The Maule M-7 is a family of single-engine light aircraft that has been manufactured in the United States since the mid-1980s.

==Design and development==
Based on the Maule M-4, it is a high-wing, strut-braced monoplane of conventional configuration, available with tailwheel or optional tricycle wheeled undercarriage and frequently used as a floatplane with twin floats.
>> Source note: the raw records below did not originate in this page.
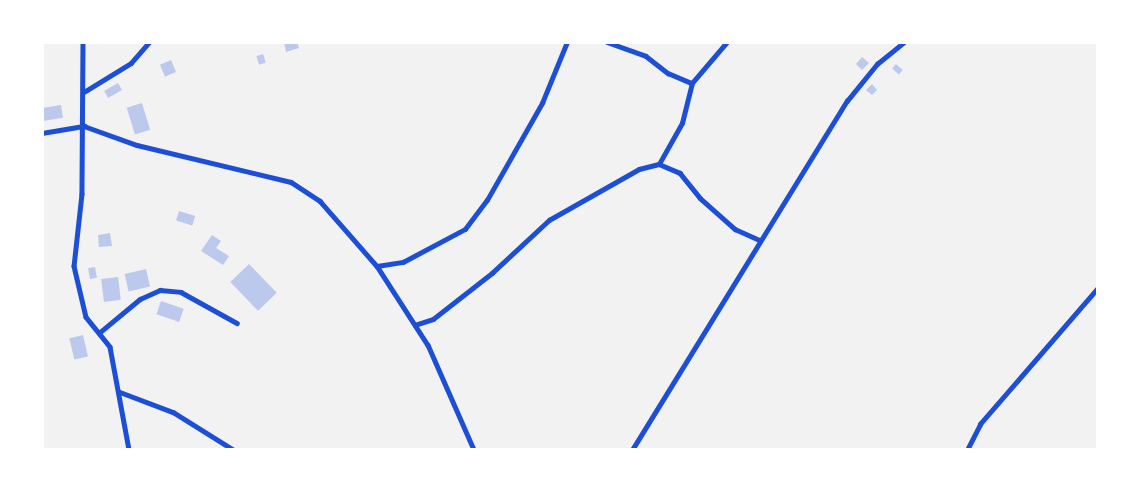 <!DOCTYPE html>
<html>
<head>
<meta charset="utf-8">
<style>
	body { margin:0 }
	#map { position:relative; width:1140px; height:492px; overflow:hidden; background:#f2f2f2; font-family:Rubik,sans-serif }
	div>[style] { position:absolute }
	.building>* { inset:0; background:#bdc9ec; transform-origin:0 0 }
	.minor>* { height:4.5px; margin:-2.25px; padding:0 2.25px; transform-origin:2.25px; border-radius:2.25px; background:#1d4ed8 }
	span { translate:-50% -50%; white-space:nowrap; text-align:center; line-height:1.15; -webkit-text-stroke:4px #fff; paint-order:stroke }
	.frame { position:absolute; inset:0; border:44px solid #fff; pointer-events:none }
</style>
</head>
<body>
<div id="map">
	<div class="building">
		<i style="clip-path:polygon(284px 42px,297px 42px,299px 48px,286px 52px)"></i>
		<i style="left:263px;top:54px;width:9px;height:7px;rotate:72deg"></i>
		<i style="clip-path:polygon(862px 57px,869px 63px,862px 70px,856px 64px)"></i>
		<i style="left:171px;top:60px;width:13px;height:12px;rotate:67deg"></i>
		<i style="left:896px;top:64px;width:9px;height:6px;rotate:41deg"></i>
		<i style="left:118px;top:83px;width:8px;height:16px;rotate:60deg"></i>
		<i style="clip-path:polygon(872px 84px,877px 90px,872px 95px,866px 90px)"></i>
		<i style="left:142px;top:103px;width:28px;height:16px;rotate:73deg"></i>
		<i style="left:61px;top:105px;width:13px;height:19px;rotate:81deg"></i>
		<i style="left:179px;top:211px;width:17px;height:10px;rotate:17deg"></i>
		<i style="clip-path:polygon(110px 233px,112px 246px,99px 247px,98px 235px)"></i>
		<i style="clip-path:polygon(212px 235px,221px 241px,216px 248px,229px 256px,223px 265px,201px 251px)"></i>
		<i style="left:249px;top:264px;width:40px;height:26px;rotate:46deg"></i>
		<i style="left:95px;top:267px;width:11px;height:7px;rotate:80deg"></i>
		<i style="left:146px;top:269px;width:18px;height:22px;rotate:77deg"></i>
		<i style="left:118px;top:277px;width:23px;height:17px;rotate:83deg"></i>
		<i style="left:161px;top:301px;width:24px;height:14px;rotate:19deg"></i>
		<i style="left:83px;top:335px;width:22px;height:14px;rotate:77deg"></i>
	</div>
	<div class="minor">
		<i style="left:83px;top:42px;width:152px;rotate:90.4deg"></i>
		<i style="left:82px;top:194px;width:72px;rotate:96.3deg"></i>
		<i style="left:74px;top:266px;width:52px;rotate:76.8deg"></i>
		<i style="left:86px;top:317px;width:38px;rotate:51deg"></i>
		<i style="left:110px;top:347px;width:105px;rotate:79.5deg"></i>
		<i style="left:607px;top:42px;width:41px;rotate:19.7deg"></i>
		<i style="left:646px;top:56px;width:28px;rotate:38deg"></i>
		<i style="left:668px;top:73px;width:26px;rotate:23deg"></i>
		<i style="left:84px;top:92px;width:55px;rotate:-31.7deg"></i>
		<i style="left:131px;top:63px;width:28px;rotate:-49deg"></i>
		<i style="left:42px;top:133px;width:43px;rotate:-9.5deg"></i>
		<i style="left:84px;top:126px;width:56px;rotate:19.7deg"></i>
		<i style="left:137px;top:145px;width:158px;rotate:13.5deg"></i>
		<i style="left:291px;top:182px;width:35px;rotate:33deg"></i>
		<i style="left:320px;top:201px;width:86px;rotate:48.8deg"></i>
		<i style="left:377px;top:266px;width:94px;rotate:57.2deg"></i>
		<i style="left:428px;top:345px;width:115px;rotate:66.3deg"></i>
		<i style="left:659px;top:164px;width:23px;rotate:23deg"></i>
		<i style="left:680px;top:173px;width:32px;rotate:51deg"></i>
		<i style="left:700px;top:198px;width:47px;rotate:41.5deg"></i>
		<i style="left:735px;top:229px;width:27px;rotate:24deg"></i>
		<i style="left:377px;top:266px;width:26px;rotate:-9deg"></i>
		<i style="left:403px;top:262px;width:70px;rotate:-28deg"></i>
		<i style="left:465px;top:229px;width:36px;rotate:-53deg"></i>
		<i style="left:487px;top:200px;width:112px;rotate:-60.4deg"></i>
		<i style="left:542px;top:103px;width:66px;rotate:-67.7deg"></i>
		<i style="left:415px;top:325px;width:19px;rotate:-18deg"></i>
		<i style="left:433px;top:319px;width:75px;rotate:-37.9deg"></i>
		<i style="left:492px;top:273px;width:78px;rotate:-42.9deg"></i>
		<i style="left:549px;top:220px;width:103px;rotate:-29.5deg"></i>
		<i style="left:639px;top:169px;width:21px;rotate:-14deg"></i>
		<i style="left:659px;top:164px;width:47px;rotate:-60.7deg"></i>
		<i style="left:682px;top:123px;width:41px;rotate:-76deg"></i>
		<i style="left:692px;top:83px;width:54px;rotate:-49.5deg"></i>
		<i style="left:99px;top:333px;width:53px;rotate:-39.7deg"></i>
		<i style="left:140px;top:299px;width:22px;rotate:-24deg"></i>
		<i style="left:160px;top:290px;width:21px;rotate:5deg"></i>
		<i style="left:181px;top:292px;width:64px;rotate:29deg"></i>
		<i style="left:120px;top:392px;width:57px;rotate:20.7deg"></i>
		<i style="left:173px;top:412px;width:72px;rotate:31.9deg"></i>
		<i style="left:632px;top:450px;width:410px;rotate:-58.4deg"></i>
		<i style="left:847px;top:101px;width:48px;rotate:-51deg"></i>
		<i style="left:877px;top:64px;width:35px;rotate:-39deg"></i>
		<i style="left:967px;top:450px;width:29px;rotate:-63deg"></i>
		<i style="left:980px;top:424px;width:180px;rotate:-49.1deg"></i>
	</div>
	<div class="frame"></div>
</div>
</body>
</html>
The basic M-7 has a longer cabin than its predecessors the M-5 & M-6, with two seats in front, a bench seat for up to three passengers behind them, and (like the M-6) an optional third row of "kiddie seats" at the rear. Extra cabin windows can be fitted if the "kiddie seats" are to be used. The MX-7 uses the same fuselage as the M-6, which is a modified M-5 fuselage but the same wing span as the M-5, and incorporates the increased fuel tankage, Hoerner-style wingtips and five-position flaps designed for the M-7.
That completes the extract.